01 Jul NEW RESEARCH SHOWS OVER 40,000 PEOPLE LIVING IN CORNWALL UNABLE TO AFFORD ESSENTIAL COSTS
New research published by Citizens Advice Cornwall has found that 40,000 people living in Cornwall have more money going out than coming in every month.
The worrying trend of negative budgets – where people’s expenditure on basic bills like energy, housing and food exceeds their income – is a growingproblem in the county.
As falling living standards continue to push people’s finances to the brink, the new analysis from Citizens Advice Cornwall found energy costs and housing are the key costs swallowing up people’s income, pushing many into the red.This means more and more people in this situation are likely to fall further into a spiral of debt.
Citizens Advice Cornwall Chief Executive, Jon Berg, said:
“What was once a rarity for Citizens Advice services in Cornwall – seeing people come to us in a negative budget – has sadly now become the new normal for our advisers.
“Getting people out of the red and into the black is what we excel in. But we can’t tackle a challenge of this scale alone.
“People are living on empty, cutting back their spending to unsafe levels just to get by. This cannot continue.
“With living standards falling, we need politicians from all sides in Cornwall to get serious about addressing the issue head on.”

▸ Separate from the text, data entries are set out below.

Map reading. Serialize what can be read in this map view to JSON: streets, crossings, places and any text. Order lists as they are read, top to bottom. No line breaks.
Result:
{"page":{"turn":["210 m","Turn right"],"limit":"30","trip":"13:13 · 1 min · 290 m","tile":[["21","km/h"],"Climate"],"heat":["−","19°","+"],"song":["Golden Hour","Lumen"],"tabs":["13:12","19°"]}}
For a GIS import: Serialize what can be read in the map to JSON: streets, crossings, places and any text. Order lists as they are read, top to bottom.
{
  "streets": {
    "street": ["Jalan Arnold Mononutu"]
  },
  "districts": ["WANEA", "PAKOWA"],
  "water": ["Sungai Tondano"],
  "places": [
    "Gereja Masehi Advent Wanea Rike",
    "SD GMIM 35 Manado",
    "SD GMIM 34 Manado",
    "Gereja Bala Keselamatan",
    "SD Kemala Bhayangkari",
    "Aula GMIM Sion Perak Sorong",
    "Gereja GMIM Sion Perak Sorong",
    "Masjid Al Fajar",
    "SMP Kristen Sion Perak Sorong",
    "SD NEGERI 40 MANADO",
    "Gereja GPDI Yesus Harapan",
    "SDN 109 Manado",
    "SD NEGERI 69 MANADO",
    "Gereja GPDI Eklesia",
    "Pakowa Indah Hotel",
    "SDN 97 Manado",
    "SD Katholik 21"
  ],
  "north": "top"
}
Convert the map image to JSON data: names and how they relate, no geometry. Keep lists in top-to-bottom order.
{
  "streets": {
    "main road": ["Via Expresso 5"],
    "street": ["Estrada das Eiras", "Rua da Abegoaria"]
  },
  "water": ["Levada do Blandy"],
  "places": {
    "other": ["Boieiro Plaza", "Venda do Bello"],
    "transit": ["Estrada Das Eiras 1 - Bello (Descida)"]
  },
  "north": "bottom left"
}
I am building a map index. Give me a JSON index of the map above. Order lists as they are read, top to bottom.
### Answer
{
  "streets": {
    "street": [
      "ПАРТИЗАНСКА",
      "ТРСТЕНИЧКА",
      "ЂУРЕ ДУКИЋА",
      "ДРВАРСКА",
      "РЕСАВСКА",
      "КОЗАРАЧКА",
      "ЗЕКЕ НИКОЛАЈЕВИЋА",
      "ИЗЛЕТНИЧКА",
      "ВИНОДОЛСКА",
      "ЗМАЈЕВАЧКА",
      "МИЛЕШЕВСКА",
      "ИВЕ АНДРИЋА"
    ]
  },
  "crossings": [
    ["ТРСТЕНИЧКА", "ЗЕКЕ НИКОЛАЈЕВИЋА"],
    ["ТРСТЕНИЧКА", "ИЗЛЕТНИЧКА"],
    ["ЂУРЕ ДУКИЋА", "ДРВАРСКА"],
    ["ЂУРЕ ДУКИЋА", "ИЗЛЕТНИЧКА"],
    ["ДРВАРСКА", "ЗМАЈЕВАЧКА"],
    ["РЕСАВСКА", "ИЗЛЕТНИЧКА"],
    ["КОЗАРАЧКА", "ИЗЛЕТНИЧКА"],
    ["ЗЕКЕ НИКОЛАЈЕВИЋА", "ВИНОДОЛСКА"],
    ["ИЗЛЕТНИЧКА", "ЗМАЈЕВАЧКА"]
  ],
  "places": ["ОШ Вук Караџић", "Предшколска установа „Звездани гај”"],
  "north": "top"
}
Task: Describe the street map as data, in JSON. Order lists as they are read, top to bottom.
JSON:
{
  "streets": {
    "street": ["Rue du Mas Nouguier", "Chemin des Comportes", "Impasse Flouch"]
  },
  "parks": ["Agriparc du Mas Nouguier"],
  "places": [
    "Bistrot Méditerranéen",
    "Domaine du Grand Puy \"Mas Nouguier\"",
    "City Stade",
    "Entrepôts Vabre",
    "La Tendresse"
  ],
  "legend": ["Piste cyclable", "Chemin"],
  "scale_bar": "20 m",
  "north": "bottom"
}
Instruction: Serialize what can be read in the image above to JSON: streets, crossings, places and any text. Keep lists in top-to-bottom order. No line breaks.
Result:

With a general election looming, Citizens Advice Cornwall’s research also found more than half of voters in all Cornish constituencies said the cost of living, or living standards, was one of the most important issues in determining how they will vote while more than three-quarters said that negative budgets are an important issue.
Constituency | Negative budget rate | Number of people in negative budget |
South East Cornwall | 5.38% | 4893 |
St Austell and Newquay | 8.02% | 8000 |
Truro and Falmouth | 6.14% | 5826 |
Camborne and Redruth | 8.51% | 8433 |
St Ives | 5.88% | 5204 |
North Cornwall | 7.80% | 7734 |
Constituency | % said cost of living or living standards was one of the most important issues in determining how they will vote. | % said that negative budgets are an important issue. |
South East Cornwall | 55.59% | 80.82% |
St Austell and Newquay | 57.96% | 81.12% |
Truro and Falmouth | 55.78% | 82.17% |
Camborne and Redruth | 59.22% | 79.68% |
St Ives | 53.94% | 78.89% |
North Cornwall | 54.31% | 80.29% |
The picture locally mirrors what others across Britain are experiencing. Five million people are now in a negative budget – including 1.5m children – with an additional two million people cutting back their spending to unsafe levels in order to not slip into the same situation.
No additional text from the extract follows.